> [Aim of the task] The answer should contain only the lines from the beginning of the entries through the line that holds "1px #565f6c) drop-shadow(0", given again exactly, with no pictures.
• • • •
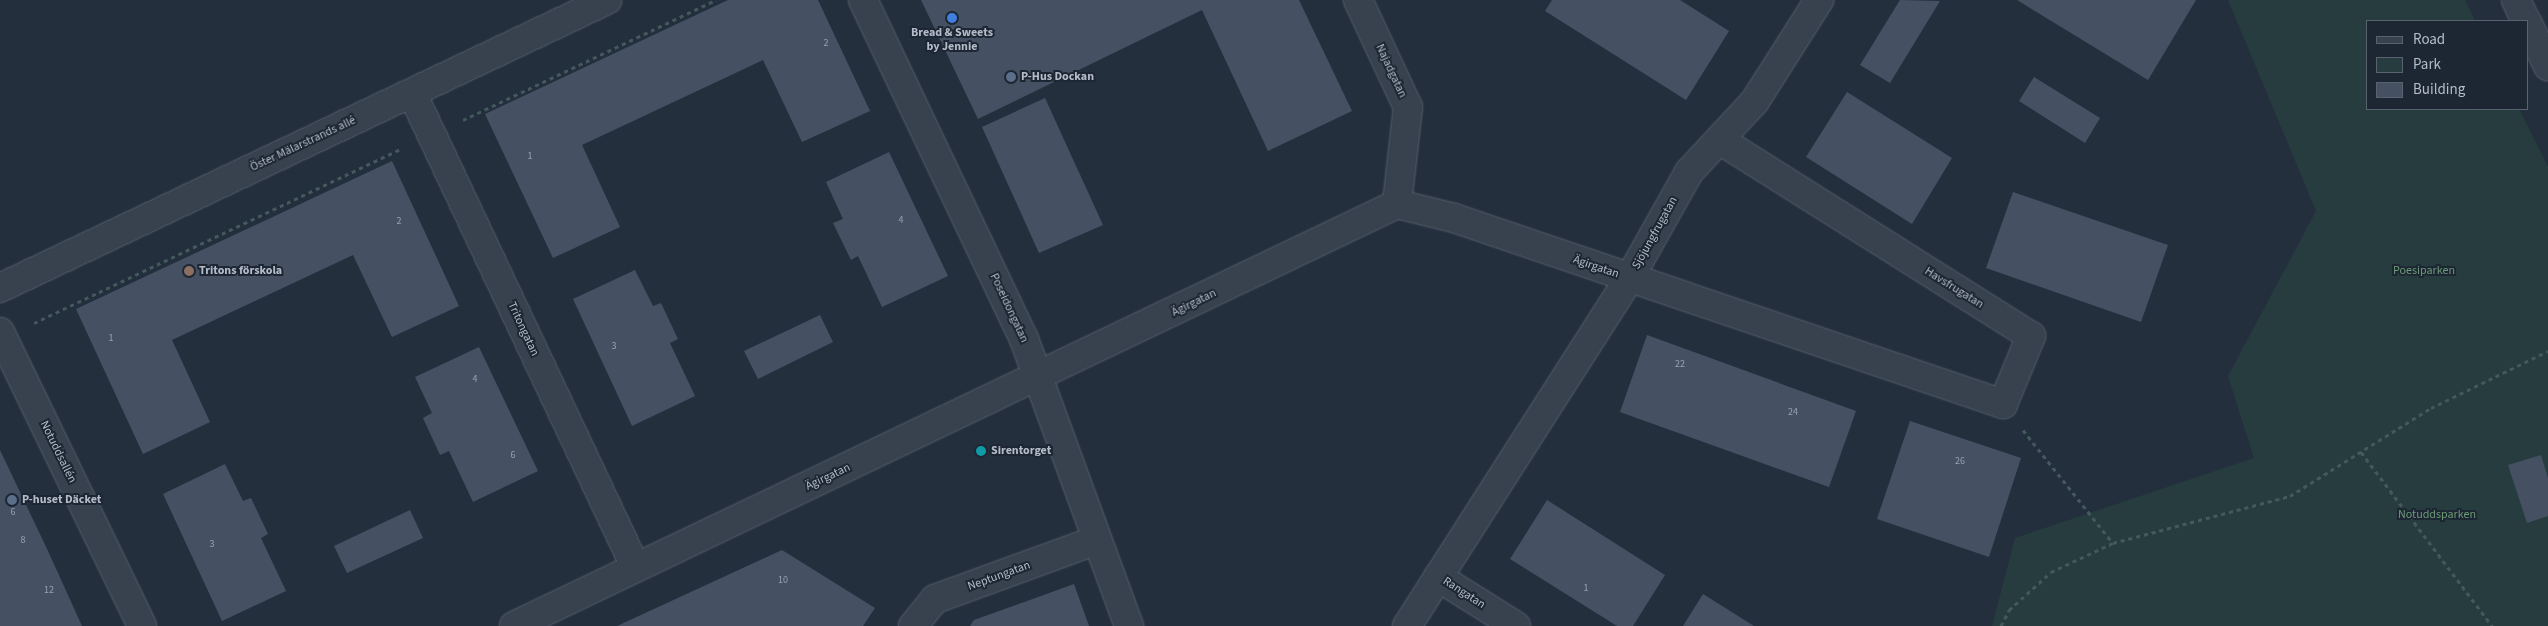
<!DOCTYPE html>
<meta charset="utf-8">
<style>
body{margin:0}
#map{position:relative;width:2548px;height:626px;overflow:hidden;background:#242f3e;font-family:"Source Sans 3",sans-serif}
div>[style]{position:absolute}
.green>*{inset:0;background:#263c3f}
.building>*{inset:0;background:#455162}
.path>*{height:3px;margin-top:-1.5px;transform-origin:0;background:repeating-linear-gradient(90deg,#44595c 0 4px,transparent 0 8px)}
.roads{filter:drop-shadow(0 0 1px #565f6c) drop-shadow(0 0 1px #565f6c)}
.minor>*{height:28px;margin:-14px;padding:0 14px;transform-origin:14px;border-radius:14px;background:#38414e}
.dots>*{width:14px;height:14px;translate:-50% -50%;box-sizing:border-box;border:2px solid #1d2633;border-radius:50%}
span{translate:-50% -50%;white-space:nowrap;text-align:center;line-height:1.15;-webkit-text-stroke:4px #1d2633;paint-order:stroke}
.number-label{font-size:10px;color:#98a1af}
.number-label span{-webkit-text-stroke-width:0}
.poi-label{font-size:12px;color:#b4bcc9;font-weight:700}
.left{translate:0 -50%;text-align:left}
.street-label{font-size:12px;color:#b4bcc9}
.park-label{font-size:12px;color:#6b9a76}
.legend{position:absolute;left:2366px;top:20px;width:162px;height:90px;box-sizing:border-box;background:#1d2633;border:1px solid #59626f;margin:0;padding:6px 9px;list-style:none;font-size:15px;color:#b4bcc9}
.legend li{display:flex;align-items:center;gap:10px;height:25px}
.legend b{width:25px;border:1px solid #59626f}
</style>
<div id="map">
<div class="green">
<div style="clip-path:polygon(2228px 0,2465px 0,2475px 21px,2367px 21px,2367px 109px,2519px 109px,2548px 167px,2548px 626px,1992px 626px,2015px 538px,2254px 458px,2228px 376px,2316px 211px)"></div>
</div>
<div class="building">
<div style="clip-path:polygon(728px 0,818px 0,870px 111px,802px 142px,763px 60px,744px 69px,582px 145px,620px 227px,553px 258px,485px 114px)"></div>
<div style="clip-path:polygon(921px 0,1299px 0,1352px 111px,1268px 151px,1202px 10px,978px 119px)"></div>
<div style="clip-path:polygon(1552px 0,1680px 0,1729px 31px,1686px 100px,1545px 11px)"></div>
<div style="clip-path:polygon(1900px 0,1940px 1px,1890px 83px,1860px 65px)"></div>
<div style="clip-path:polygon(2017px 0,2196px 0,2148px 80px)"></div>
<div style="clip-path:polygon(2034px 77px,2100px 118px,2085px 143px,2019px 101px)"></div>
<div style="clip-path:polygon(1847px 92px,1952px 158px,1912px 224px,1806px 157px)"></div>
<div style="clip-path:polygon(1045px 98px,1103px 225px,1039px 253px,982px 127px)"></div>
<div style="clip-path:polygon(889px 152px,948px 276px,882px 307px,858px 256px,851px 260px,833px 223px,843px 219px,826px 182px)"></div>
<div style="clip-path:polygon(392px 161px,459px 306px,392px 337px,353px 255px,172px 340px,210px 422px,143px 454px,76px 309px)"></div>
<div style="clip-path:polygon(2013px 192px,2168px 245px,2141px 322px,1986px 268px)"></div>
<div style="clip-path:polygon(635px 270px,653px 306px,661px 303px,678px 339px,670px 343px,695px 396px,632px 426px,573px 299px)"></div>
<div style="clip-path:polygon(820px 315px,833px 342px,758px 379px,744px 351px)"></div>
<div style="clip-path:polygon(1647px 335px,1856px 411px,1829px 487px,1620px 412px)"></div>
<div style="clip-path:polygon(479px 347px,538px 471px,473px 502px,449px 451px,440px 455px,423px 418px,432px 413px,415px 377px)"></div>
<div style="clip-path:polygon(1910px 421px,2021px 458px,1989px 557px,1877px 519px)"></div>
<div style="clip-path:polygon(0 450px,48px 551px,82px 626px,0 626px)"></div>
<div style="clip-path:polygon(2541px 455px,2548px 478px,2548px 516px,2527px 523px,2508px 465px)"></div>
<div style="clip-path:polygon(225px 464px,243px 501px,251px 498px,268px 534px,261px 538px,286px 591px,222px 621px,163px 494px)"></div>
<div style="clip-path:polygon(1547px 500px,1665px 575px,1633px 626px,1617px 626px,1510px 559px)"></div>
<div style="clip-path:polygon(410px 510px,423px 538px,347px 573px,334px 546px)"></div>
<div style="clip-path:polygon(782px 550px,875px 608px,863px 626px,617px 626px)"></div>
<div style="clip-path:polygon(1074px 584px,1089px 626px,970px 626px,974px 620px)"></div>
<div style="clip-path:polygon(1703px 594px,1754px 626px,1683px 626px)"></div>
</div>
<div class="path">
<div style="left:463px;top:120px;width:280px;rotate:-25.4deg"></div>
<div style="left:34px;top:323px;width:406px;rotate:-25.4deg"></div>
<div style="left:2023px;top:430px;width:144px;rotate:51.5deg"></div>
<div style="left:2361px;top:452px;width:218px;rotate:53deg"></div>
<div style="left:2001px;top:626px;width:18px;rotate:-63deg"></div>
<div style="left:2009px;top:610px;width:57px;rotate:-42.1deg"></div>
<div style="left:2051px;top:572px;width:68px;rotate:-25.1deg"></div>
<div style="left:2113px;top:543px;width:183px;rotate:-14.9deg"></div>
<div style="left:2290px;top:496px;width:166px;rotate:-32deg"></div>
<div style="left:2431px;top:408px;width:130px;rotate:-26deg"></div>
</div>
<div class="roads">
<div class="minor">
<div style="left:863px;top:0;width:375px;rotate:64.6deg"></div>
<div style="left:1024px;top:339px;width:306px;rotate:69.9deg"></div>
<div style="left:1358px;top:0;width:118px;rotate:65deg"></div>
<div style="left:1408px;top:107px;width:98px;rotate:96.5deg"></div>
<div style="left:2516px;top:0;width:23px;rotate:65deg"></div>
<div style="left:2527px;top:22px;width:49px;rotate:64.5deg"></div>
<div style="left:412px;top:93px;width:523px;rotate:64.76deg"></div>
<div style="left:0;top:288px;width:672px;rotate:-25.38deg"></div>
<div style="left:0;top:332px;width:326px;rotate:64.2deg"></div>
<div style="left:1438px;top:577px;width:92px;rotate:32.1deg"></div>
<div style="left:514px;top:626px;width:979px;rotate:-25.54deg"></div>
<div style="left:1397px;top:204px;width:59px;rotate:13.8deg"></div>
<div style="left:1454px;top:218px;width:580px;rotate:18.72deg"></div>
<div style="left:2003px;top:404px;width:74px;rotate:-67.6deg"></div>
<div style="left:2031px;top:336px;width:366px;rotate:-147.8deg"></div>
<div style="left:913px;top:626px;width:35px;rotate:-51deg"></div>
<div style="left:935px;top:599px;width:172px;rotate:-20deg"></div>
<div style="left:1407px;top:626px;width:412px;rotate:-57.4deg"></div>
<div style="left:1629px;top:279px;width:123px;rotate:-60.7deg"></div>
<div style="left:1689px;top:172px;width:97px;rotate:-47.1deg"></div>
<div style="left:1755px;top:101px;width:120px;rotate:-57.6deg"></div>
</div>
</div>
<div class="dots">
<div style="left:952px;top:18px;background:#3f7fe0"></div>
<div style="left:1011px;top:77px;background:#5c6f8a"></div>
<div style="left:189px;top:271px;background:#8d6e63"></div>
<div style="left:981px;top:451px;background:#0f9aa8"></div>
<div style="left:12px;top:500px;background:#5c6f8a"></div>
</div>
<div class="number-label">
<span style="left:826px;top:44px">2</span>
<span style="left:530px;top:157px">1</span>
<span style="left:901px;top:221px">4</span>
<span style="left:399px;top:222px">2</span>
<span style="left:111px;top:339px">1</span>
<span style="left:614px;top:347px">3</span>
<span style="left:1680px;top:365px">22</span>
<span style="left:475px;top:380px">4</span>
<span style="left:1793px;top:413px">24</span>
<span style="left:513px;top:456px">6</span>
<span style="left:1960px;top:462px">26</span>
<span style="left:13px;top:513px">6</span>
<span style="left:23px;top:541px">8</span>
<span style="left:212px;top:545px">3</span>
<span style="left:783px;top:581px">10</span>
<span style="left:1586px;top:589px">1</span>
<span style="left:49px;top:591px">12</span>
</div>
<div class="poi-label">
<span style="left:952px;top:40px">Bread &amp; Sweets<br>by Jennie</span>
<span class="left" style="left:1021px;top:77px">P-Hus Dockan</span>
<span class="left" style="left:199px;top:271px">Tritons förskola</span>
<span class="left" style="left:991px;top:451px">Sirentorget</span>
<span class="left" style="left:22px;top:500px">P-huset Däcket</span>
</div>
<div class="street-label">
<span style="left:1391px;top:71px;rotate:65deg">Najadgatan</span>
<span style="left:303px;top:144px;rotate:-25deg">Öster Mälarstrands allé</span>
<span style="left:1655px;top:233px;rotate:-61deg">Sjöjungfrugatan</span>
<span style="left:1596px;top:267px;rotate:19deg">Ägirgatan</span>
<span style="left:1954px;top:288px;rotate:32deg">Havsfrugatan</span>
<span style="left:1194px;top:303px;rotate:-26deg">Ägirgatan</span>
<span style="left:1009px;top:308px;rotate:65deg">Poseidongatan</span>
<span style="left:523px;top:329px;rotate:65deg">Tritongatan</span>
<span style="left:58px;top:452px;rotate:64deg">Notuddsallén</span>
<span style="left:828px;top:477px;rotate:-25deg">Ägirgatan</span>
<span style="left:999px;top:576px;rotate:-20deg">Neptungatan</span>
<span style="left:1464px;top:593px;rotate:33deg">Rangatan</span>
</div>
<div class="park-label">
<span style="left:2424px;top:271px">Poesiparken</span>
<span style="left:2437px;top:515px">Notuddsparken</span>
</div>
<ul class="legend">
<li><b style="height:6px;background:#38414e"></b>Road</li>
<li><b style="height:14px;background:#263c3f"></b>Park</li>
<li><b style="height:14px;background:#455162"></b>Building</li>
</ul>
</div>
• • • •
> [Response below]
<!DOCTYPE html>
<meta charset="utf-8">
<style>
body{margin:0}
#map{position:relative;width:2548px;height:626px;overflow:hidden;background:#242f3e;font-family:"Source Sans 3",sans-serif}
div>[style]{position:absolute}
.green>*{inset:0;background:#263c3f}
.building>*{inset:0;background:#455162}
.path>*{height:3px;margin-top:-1.5px;transform-origin:0;background:repeating-linear-gradient(90deg,#44595c 0 4px,transparent 0 8px)}
.roads{filter:drop-shadow(0 0 1px #565f6c) drop-shadow(0 0 1px #565f6c)}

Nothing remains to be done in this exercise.